BONG HUAN KIM: A lot of people have lost their only source of income. Whatever they have lost within those four walls, what burned up in the fire, that store is symbolic of something much deeper than just inventory or goods. It’s symbolic of a dream, of hopes and aspirations that they gave up their roots for.

BOWNA LEE: When I was little, I always dream about America is the country of the, you know, opportunity, country of the freedom, you know? That’s why I always want to coming over here.

BONG HUAN KIM: They gave up all that they knew in Korea, you know, to come here and to get a foothold into this society and that is a tremendous – a tremendous shock and I think people are still trying to recover.

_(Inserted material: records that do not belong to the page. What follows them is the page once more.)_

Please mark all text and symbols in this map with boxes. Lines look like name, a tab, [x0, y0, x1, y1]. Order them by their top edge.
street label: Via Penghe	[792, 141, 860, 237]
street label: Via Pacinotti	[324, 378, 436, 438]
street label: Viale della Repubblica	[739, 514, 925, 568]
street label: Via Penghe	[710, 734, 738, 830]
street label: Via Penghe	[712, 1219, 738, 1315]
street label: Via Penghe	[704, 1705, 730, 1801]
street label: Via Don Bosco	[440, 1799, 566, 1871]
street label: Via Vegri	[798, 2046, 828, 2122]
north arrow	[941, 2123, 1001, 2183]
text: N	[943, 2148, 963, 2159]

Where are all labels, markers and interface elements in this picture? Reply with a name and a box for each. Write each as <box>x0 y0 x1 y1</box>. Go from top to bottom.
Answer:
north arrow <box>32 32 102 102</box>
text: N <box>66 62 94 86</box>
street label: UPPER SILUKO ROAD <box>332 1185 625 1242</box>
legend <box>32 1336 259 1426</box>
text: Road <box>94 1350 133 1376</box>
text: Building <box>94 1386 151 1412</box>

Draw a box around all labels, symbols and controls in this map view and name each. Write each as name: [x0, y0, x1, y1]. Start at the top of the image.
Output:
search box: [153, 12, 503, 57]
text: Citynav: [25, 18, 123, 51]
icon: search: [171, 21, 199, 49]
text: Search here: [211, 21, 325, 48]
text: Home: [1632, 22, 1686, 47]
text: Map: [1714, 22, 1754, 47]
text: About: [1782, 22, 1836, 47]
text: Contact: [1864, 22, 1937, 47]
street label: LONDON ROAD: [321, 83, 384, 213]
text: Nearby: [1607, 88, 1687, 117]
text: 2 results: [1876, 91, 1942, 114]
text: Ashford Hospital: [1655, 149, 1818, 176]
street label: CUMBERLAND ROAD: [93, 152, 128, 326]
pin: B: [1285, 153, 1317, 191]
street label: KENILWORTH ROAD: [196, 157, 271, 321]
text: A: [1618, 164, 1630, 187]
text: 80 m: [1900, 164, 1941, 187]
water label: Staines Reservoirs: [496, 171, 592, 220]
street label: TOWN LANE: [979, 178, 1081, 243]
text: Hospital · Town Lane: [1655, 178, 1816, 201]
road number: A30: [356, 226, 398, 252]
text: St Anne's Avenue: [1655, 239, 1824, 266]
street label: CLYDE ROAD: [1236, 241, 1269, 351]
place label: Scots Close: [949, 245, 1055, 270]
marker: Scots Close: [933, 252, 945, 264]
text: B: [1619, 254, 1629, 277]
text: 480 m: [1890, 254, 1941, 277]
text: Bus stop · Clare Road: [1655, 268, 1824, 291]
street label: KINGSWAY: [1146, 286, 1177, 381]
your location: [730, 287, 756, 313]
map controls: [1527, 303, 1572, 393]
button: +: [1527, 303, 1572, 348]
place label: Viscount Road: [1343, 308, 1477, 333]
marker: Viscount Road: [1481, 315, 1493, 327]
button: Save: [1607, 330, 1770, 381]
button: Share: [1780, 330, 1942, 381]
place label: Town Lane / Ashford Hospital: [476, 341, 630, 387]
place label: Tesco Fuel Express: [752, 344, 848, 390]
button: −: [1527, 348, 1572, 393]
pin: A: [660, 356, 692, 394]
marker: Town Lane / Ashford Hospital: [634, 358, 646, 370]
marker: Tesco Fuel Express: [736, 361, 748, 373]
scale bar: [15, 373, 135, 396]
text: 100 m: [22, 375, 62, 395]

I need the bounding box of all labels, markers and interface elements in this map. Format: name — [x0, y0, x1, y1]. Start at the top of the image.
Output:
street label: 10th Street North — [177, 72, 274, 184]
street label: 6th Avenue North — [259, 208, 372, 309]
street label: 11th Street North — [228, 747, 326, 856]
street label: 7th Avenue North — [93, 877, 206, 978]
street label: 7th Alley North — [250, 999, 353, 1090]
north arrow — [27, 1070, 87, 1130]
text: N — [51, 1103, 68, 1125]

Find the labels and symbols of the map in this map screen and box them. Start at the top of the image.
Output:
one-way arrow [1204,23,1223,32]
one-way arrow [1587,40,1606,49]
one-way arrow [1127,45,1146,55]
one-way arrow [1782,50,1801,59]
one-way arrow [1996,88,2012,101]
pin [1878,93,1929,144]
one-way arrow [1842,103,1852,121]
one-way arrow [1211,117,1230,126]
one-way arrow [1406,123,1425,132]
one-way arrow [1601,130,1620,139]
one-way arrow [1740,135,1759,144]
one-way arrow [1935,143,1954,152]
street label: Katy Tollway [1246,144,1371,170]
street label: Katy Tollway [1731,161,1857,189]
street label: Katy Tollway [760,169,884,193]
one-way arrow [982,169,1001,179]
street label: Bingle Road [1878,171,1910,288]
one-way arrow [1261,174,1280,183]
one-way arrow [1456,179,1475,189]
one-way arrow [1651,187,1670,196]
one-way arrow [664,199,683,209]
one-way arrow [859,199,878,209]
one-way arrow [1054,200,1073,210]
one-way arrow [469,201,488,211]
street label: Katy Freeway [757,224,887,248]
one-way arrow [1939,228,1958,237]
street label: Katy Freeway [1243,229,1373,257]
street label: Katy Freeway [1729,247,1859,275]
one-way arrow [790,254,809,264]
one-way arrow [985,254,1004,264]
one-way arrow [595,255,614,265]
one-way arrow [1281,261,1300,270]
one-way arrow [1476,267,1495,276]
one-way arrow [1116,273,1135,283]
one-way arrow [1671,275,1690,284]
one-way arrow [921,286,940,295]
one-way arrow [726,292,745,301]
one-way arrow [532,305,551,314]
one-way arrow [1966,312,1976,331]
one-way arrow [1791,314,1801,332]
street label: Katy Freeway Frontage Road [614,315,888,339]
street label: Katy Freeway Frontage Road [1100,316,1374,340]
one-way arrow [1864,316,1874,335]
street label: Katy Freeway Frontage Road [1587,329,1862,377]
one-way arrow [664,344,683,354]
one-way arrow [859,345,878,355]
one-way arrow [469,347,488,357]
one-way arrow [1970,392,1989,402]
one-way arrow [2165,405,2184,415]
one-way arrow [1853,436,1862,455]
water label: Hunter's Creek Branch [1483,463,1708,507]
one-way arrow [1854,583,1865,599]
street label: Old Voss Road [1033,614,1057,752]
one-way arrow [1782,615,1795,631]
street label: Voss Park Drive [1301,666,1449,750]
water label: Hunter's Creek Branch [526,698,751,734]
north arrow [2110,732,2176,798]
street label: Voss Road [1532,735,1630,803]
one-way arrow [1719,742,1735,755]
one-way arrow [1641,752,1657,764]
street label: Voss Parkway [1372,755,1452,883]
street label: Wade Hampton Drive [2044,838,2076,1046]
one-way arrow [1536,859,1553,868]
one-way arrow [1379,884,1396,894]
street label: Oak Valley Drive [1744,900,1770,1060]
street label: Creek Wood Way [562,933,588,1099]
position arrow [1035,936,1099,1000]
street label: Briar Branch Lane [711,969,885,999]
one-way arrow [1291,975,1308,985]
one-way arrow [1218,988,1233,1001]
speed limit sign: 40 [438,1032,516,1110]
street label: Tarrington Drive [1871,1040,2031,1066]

BILL MOYERS: The Korean community, well-known for supporting each other in business, is now pulling together in a relief effort for families whose businesses were destroyed.

Rev. HYUN SEUNG YANG, Oriental Mission Church: We sharing our love. They are emotionally depressed, emotionally very loneliness. We hand out our love. We sharing our stress. We sharing our suffering.

JIN LEE: I came here to this country when I was 18. Before I came down here, I had no relation with different race because Korea’s a homogeneous country. We have only one race. So we never experienced about the racial tensions. And I love American movie and American drama and every time I turn on TV and go to a movie theater, oh, the drug addicts or the hookers or the thieves – and they’re all black. So they portray black people as a bad people so they educate us automatically having a stereotype about the black people. That’s why it’s so hard for the Korean people to have good relations with black people, because they already think the blacks are all bad. I mean, come on, let’s be honest. Every race has some kind of bad apple. You know, I don’t care if you’re Korean, I don’t care if you’re Hispanic or white. I mean, we have a lot of bad people in Korea. If you’re all good, the jail in Korea doesn’t have to exist, right? So my complaint is toward media is personally. I sponsored three basketball games with the black youth and Korean youths and I breached it with the Korean church and black church to have services together. When I call the media, they never come. If one Korean man got killed by a black robber, it’s big news, front page, you know? But when I do something positive, they don’t do it.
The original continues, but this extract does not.